Didier Dagueneau, whose piercingly pure wines helped set a new standard of excellence for the Loire's Pouilly-Fumé appellation, was killed Wednesday when the ultralight aircraft he was piloting experienced trouble on takeoff, and crashed. The accident occurred near the commune of Hautefaye in the Dordogne region of southwest France. Dagueneau was 52.

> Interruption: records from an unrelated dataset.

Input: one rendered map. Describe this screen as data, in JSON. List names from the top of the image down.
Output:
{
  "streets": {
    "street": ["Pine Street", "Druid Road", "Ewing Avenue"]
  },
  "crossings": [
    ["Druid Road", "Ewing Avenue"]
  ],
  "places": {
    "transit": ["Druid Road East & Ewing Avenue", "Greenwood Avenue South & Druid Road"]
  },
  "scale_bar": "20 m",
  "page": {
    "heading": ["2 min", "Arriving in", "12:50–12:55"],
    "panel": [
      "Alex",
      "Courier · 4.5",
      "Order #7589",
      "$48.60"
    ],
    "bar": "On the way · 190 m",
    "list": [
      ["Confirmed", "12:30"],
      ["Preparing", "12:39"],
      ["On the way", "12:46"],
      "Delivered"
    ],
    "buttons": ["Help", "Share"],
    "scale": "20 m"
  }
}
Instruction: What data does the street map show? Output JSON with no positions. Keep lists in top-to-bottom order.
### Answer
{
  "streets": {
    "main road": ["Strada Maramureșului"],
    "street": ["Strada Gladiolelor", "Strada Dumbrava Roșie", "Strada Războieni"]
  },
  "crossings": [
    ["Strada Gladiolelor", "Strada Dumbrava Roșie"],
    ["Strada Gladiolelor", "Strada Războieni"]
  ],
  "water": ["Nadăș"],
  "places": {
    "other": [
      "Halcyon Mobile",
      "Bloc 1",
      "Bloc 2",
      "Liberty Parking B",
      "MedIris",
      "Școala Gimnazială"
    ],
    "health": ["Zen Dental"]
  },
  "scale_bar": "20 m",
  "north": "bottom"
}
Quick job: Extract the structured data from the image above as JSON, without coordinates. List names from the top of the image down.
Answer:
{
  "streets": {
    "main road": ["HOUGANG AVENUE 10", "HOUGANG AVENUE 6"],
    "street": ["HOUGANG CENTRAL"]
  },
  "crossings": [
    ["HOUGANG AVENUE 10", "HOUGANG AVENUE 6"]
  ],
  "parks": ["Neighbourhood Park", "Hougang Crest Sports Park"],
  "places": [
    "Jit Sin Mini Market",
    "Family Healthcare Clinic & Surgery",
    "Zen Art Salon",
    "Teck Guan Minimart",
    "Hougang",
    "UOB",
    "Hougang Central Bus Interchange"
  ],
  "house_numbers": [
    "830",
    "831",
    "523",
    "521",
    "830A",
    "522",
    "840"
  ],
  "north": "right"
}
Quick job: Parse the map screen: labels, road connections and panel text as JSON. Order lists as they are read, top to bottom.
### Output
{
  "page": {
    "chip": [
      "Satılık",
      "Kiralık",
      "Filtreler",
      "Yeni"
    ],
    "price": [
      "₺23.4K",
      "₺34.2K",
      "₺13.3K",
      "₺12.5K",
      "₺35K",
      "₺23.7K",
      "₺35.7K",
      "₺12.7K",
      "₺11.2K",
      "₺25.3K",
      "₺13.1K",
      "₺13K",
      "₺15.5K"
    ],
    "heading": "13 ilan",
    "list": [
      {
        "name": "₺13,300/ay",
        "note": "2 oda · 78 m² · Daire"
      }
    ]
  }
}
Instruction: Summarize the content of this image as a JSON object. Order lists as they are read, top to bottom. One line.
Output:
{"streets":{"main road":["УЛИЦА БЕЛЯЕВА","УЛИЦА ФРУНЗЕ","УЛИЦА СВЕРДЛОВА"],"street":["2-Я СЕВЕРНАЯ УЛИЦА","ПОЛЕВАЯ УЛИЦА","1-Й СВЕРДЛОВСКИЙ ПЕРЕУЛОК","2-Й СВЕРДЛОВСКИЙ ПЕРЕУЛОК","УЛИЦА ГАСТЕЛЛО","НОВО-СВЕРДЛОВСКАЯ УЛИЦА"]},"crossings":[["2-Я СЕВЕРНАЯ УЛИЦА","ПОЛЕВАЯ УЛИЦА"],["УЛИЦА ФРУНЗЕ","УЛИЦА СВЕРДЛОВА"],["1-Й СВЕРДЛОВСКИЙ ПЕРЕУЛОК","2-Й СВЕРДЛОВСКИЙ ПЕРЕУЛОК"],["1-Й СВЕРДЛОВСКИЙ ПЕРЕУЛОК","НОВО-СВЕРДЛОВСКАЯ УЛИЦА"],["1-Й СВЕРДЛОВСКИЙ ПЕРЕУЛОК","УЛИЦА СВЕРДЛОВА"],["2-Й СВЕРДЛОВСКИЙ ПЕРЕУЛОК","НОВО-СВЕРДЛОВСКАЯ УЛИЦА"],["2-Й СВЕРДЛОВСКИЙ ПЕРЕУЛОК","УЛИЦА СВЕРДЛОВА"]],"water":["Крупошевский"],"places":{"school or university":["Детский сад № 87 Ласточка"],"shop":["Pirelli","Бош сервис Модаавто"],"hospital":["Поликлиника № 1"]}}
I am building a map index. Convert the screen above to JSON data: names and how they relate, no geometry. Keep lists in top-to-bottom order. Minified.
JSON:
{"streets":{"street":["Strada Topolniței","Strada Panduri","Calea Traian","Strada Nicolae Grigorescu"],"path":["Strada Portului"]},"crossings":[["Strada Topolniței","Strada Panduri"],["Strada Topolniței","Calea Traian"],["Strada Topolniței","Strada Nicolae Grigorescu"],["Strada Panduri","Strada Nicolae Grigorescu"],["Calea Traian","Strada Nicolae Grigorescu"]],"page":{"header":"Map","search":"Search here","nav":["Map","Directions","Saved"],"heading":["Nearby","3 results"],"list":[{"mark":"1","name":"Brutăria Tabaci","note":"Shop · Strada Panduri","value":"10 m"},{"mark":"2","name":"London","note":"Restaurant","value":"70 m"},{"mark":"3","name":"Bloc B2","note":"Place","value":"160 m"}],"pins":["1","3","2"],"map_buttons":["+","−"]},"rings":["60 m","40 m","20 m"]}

Dagueneau, who made his wine debut in 1982 with less than 3 acres of vines, steadily built his domaine up to its current 27 acres, which annually produced about 7,000 cases of Sauvignon Blanc. Based in the town of St.-Andelain in the eastern end of the Loire valley, Dagueneau's eponymous domaine became synonymous with high-quality, richly layered but intensely minerally Sauvignon Blancs that stood dramatically apart from many of the wines produced in the appellation.
"I want to be the best," he told Wine Spectator in 1995. "If you want to be the best, you need the methods and techniques to get you there: Your vines must bear the best grapes; your vinification must be the most rigorous. There are no recipes. It's all the details of viticulture and all the details of winemaking, the assemblage of little things, which makes for the minute differences between a good wine and a great one."
Known for his wild mane of unkempt hair and bushy beard, Dagueneau was an iconoclast among vignerons. He had no formal wine training and used methods uncommon to Pouilly-Fumé, including severe pruning for drastically low yields, hand-harvesting of fruit over several successive passes through the vineyards (known as tris in French), vineyard specific bottlings and barrel-fermentation. Dagueneau's wines steadily became the unchallenged qualitative leaders of Pouilly-Fumé. Of the 46 Dagueneau wines reviewed by Wine Spectator, 31 received 90 points or better on Wine Spectator's 100-point scale, with nine of those wines earning a classic rating (95 points or better), including his Pouilly-Fumé Pur Sang 2005 (97) and Pouilly-Fumé Silex 2005 (96).
"I think Sauvignon is one of the most complex and subtle grapes," he once said. "But it's very hard to extract that complexity."
Dagueneau's personality was as powerful as his wines. He was incredibly competitive. After a youth spent racing motorcycles, he switched to dog sled racing later in life. His wild, sometimes confrontational style occasionally ruffled feathers among his fellow vignerons, as he tirelessly pushed for higher quality in the appellation. In one sign of how he typically tried to set himself apart from others, he began using the older name of the appellation — Blanc Fumé de Pouilly — on his labels.
Dagueneau was also known for his outgoing nature and generosity during tastings in his cellars. "He was the most generous person I ever met, with his time and knowledge," said Michael Sullivan of Beaune Imports, who has represented Dagueneau's wines on the U.S. west coast since 1996.
In addition to his domaine in Pouilly-Fumé, Dagueneau was also developing vineyards in Jurançon. He is survived by four children, including two with his first wife, Martine; his older son, Benjamin, and daughter, Charlotte, had been working alongside their father at the domaine over the past few years. Dagueneau also had two younger sons, Aaron and Léon, with his partner, Suzan Cremer.